Could you write out all of the data again, word for word?

Data extracted from a collection:
——
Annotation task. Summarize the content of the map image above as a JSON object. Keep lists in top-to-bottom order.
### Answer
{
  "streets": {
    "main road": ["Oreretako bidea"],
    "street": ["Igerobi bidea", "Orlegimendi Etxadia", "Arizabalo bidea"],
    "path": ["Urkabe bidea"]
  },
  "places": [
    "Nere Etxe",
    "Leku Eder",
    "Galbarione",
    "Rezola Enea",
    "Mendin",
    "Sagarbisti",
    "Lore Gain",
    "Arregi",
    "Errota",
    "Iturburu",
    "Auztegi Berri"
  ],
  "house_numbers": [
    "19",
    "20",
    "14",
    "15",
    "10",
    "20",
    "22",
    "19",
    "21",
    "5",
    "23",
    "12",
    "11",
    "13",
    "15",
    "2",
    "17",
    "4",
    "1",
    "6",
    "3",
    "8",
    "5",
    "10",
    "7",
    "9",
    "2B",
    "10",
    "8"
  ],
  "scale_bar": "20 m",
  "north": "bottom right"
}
——
__Answer for this exercise__.
Annotation task. Summarize the content of the map image above as a JSON object. Keep lists in top-to-bottom order.
### Answer
{
  "streets": {
    "main road": ["Oreretako bidea"],
    "street": ["Igerobi bidea", "Orlegimendi Etxadia", "Arizabalo bidea"],
    "path": ["Urkabe bidea"]
  },
  "places": [
    "Nere Etxe",
    "Leku Eder",
    "Galbarione",
    "Rezola Enea",
    "Mendin",
    "Sagarbisti",
    "Lore Gain",
    "Arregi",
    "Errota",
    "Iturburu",
    "Auztegi Berri"
  ],
  "house_numbers": [
    "19",
    "20",
    "14",
    "15",
    "10",
    "20",
    "22",
    "19",
    "21",
    "5",
    "23",
    "12",
    "11",
    "13",
    "15",
    "2",
    "17",
    "4",
    "1",
    "6",
    "3",
    "8",
    "5",
    "10",
    "7",
    "9",
    "2B",
    "10",
    "8"
  ],
  "scale_bar": "20 m",
  "north": "bottom right"
}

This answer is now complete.